This is the story of my son. He will be 3 soon and I as his mother knew from the start of his first year that something just wasn't right.
He struggled with talking and his behaviors would come and go. Even though most people... mostly family said that it was normal, I knew it wasn't. He would be calm one minute and jump around the next with no control over his behavior. I had people telling me that I needed to discipline... that I wasn't being a parent and needed to nip it in the butt now before he got older. Well, I tried to explain it to them and they always said that I could do something about it.
My son hated:
- to get dirty
- loud noises
- large crowds... distance himself from other children his age
- socks he would wear for while but would take them off at the first chance
- pain was not an issue for him. Shots, IV's and wasp stings just never phased him.
- was smart... but couldn't sit still long enough to learn anything. He knew how to count to 10,put puzzles together by the time he was 2 but refused to sit still to learn anything from a book.
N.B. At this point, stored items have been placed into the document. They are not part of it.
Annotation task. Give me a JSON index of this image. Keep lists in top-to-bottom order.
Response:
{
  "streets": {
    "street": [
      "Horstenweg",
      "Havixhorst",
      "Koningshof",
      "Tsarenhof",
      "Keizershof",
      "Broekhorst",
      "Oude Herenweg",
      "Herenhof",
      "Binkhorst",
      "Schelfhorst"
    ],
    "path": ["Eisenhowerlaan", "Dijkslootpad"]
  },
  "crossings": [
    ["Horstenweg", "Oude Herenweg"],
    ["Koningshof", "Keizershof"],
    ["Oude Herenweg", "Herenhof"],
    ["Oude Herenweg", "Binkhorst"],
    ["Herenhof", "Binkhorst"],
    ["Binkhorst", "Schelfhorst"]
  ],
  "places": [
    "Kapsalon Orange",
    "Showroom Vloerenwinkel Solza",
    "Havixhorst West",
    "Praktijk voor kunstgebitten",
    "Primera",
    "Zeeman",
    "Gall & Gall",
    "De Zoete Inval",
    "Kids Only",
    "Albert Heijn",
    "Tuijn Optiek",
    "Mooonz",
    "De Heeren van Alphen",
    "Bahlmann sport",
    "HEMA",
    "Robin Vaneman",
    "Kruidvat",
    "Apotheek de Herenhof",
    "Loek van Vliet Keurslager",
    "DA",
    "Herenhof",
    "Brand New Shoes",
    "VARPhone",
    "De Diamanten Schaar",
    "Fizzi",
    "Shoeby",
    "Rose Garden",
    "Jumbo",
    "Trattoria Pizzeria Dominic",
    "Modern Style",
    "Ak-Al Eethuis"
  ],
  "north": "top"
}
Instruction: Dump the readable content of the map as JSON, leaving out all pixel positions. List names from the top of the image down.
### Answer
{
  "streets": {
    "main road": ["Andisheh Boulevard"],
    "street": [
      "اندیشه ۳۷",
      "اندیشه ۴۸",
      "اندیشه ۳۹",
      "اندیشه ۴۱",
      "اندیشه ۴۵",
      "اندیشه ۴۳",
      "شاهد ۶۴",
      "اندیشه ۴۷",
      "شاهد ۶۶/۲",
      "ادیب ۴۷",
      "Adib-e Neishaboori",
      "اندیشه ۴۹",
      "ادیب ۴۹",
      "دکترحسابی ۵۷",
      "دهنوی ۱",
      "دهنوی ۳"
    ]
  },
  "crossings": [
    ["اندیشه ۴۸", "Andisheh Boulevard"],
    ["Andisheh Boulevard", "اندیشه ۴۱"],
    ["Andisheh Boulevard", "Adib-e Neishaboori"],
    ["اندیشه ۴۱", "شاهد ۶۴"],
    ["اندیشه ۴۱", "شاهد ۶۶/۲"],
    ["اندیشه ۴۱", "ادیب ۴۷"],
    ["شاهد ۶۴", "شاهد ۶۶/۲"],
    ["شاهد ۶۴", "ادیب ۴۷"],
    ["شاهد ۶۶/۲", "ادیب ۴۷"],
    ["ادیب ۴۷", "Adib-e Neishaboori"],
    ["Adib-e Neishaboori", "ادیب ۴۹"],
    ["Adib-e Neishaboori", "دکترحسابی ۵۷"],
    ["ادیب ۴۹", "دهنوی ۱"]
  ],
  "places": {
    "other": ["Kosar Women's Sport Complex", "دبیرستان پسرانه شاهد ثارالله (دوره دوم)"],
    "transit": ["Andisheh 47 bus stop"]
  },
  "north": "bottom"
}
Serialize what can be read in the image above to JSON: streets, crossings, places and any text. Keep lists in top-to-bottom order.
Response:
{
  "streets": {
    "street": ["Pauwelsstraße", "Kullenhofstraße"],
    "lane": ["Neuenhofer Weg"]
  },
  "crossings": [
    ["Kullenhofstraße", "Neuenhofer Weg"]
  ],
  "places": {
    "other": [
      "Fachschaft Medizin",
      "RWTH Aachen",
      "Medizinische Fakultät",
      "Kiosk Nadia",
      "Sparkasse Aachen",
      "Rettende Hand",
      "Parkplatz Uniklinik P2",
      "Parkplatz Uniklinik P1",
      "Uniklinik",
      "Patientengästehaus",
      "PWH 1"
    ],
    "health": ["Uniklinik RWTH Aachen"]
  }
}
Could give you the right directions to his grandparents house by the time he was 2and half... by pointing but not talking.
- LOVED anything that bounced... bed, couch, bouncy ball. Usually wanted this when it was time for a nap to "calm" him down. This was his calming method.
I could go on with a list of quarks that my child has but these are some to name. I am struggling now with getting info. On how to deal with all of this. My mind is exhausted from researching and trying to educate myself so I can educate my friends and family when I am told to parent my child. I found this site and I am trying to read everyones story so I can relate and learn. I am there and I know that this is a long journey ahead of me and reading your story gives me hope.